W bialskim II LO im. Emilii Plater uczniowie nie tylko się uczą. Za unijne pieniądze rozwijają swoje zainteresowania i podróżują po całej Polsce.
- W ten sposób udowodniłam, że moja wieś ma bogate tradycje. Wcześniej wiele koleżanek śmiało się ze mnie, że chętnie zakładam strój ludowy. Ale ja nie wstydzę się swojej wsi - mówi z dumą Kasia.
Na projekty rozwoju szkoły w Polsce Wschodniej II LO otrzymało aż 100 tys. zł dotacji. Fundusze posłużyły m.in. na wyrównywanie szans edukacyjnych i adaptację nowych uczniów.
Artur Artecki, przewodniczący Rady Rodziców, nie szczędzi pochwał nauczycielom. - Jestem pod wrażeniem, że zajęcia były tak urozmaicone - mówi.

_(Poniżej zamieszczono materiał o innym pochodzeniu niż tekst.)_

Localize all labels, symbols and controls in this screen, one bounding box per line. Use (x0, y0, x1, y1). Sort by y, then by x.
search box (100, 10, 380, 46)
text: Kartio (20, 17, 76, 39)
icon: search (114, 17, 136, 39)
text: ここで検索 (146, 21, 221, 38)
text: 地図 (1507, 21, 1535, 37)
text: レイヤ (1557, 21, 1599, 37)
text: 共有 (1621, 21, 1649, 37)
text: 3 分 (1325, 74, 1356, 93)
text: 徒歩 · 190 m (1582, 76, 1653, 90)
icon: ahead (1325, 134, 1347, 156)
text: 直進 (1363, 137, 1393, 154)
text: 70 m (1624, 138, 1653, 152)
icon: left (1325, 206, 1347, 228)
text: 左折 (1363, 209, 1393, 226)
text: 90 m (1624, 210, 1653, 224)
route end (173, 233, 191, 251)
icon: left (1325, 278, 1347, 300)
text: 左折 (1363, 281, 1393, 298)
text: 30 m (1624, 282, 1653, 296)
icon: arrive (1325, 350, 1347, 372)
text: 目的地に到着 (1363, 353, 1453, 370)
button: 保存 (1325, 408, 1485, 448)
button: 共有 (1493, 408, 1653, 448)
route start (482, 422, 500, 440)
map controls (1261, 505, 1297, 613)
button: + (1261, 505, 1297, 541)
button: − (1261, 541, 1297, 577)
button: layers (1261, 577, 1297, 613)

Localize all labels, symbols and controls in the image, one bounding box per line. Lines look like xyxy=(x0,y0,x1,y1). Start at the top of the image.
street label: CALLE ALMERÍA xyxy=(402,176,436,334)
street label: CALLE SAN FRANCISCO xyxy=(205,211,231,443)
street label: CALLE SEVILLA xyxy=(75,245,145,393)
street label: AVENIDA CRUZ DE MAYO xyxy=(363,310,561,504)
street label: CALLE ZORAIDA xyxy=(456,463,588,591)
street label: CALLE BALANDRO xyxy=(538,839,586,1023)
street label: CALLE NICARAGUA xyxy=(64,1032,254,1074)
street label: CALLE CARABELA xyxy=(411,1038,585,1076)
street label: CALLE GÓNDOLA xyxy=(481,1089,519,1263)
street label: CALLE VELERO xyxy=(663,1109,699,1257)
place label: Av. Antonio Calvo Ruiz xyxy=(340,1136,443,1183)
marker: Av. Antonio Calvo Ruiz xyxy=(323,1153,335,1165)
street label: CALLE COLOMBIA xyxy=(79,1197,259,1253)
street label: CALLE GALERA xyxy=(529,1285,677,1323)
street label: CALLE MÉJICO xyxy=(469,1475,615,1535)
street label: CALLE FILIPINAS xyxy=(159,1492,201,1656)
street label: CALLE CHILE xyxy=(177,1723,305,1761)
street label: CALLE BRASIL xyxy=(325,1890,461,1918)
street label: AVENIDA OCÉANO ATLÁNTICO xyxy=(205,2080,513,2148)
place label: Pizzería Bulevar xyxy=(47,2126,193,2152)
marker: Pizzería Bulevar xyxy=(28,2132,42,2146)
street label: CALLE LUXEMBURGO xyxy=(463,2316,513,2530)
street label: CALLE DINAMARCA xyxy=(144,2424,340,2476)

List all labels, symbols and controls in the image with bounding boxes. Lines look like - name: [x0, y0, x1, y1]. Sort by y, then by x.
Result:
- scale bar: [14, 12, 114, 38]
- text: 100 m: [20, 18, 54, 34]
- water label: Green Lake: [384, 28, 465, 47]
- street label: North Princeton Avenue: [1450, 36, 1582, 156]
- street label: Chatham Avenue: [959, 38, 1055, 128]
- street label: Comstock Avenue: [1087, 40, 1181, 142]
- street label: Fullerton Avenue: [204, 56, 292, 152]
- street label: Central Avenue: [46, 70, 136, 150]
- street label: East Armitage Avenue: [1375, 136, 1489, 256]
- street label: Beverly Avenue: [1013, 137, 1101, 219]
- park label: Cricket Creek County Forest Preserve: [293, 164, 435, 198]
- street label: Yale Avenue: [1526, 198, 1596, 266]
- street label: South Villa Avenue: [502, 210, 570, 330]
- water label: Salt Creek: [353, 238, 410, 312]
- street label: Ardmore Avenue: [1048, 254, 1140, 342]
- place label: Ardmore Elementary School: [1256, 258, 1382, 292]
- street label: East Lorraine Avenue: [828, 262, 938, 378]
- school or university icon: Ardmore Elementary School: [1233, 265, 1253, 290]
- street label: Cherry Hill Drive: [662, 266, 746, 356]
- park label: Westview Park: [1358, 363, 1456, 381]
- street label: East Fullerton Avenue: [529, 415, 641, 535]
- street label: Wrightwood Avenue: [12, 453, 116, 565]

Jolanta Kurianowicz, zastępca dyrektora II LO, dodaje, że dzięki takim programom zmniejsza się zagrożenie uczniów przemocą w szkole. - Ostatnio przygotowaliśmy ankiety dla 300 uczniów o bezpieczeństwie i zagrożeniach w liceum. Wynika z nich, że nie ma dużych problemów. Jest u nas o wiele spokojniej, niż w szkołach zawodowych - przyznaje wicedyrektor.